What is meant
Shahrur interprets the miracles of earlier prophets as temporal leaps that reveal, at an earlier time, what would later become possible in the sensible world. They are not an absolute departure from the laws of nature, but rather an advance in the realization of possibility or in the apprehension of the law.
The atom’s structure in the atlas
- Type of argument: analytical
- Movement of the argument: it reinterprets the miracle as a temporal precedence within the law, not a violation of it.
- Key terms: miracle, time, natural law, prophets.
- Degree of centrality: subsidiary.
This atom helps explain the relationship between interpretation and natural law in Shahrur’s thought.

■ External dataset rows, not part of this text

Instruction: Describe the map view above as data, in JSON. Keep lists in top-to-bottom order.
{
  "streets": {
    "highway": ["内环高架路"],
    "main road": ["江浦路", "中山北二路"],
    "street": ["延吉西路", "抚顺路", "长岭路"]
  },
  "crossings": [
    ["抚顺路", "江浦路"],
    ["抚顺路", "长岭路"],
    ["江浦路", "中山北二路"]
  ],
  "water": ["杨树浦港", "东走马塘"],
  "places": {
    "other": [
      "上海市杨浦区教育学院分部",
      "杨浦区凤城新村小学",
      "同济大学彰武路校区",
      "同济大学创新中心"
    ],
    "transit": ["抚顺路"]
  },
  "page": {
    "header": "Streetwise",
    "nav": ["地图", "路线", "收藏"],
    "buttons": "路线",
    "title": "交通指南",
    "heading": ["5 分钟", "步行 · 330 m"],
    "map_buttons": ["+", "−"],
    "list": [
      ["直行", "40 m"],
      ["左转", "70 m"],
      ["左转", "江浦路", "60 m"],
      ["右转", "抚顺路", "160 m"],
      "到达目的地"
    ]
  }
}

The earlier miracle is not read as a suspension of reason or of nature, but as a state that precedes human capacity or the knowledge available in its time.
Links that help with reading
- Muhammad Shahrur: the Book and the Qur’an
- Sensory interpretation and theoretical interpretation
- Interpretation as a criterion for matching report with reality and reason
- Interpretation
Basis
- Supporting text: “a temporal leap forward.”
Place of support in the book
- Book: The Book and the Qur’an.
- Location: in the section related to interpretation, miracles, and clear signs.
- Type of support: close evidence.
- Marker that helps verification: a temporal leap forward
- Reading note: the passage explains examples such as raising the dead and the fire of Abraham as a prior realization of the possible, not a negation of the principle of law.
Degree of documentation
- Level: directly documented
- Meaning of the level: the atom rests on an explicit witness close to the wording of the claim.
- Limits of reading: the formulation above is an analytical summary, and should not be treated as a verbatim quotation unless the witness is quoted textually.
Its function in the book
Its function here is to connect the concept of miracle with the theory of interpretation and with the idea of objective law.
Related to
Editorial note
The atom does not deny the distinctive character of Muhammad’s miracle in Shahrur’s thought; rather, it explains the difference between the miracles of earlier prophets and the eternal Qur’anic miracle.